== EXERCISE PROMPT ==
If a line in the records below holds the word "lists", copy it.

::: INFORMATION SHOWN

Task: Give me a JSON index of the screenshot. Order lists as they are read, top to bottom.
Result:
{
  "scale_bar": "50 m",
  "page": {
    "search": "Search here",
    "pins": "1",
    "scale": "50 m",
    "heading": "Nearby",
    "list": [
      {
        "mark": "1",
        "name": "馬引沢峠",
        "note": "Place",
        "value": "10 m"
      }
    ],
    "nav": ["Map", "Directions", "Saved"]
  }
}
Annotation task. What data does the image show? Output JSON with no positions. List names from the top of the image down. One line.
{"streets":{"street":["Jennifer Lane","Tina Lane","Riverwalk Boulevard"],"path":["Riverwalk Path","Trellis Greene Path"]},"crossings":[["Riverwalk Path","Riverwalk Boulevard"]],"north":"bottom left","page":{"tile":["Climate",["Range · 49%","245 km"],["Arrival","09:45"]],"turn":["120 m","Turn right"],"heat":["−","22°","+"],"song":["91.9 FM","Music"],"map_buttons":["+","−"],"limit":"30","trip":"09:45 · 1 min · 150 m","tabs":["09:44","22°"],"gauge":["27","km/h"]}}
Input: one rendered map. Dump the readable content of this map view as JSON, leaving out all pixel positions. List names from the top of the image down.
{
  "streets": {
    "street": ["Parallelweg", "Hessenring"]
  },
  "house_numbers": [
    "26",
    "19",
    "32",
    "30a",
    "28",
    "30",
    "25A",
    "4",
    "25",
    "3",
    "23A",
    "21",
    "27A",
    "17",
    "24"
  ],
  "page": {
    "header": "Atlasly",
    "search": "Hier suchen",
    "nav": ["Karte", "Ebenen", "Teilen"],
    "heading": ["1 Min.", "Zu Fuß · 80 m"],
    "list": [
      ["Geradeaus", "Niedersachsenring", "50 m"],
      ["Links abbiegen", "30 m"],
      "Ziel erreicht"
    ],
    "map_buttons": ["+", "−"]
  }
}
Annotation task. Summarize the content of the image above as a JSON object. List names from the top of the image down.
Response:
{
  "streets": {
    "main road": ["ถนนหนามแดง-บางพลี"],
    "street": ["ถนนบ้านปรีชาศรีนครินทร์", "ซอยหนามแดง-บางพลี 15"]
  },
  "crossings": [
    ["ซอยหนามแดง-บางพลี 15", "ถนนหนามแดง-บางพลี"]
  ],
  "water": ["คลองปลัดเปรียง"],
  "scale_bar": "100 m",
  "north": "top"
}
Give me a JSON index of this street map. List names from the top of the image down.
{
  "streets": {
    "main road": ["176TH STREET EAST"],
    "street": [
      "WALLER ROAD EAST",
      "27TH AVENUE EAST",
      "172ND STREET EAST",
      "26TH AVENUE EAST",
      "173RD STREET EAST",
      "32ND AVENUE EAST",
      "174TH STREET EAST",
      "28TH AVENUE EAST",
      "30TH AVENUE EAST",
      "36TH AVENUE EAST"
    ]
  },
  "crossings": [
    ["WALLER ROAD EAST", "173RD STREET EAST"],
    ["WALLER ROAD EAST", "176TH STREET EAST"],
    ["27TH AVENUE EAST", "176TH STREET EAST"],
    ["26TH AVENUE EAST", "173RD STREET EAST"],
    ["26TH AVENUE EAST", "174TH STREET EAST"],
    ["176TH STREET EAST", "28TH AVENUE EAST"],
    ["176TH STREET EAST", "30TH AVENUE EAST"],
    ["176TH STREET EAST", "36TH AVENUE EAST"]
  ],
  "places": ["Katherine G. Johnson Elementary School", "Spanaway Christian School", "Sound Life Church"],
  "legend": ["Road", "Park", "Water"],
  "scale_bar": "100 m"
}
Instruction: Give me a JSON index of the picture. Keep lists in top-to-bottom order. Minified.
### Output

::::::

== SOLUTION FOR THIS PROBLEM ==
Task: Give me a JSON index of the screenshot. Order lists as they are read, top to bottom.
Instruction: Give me a JSON index of the picture. Keep lists in top-to-bottom order. Minified.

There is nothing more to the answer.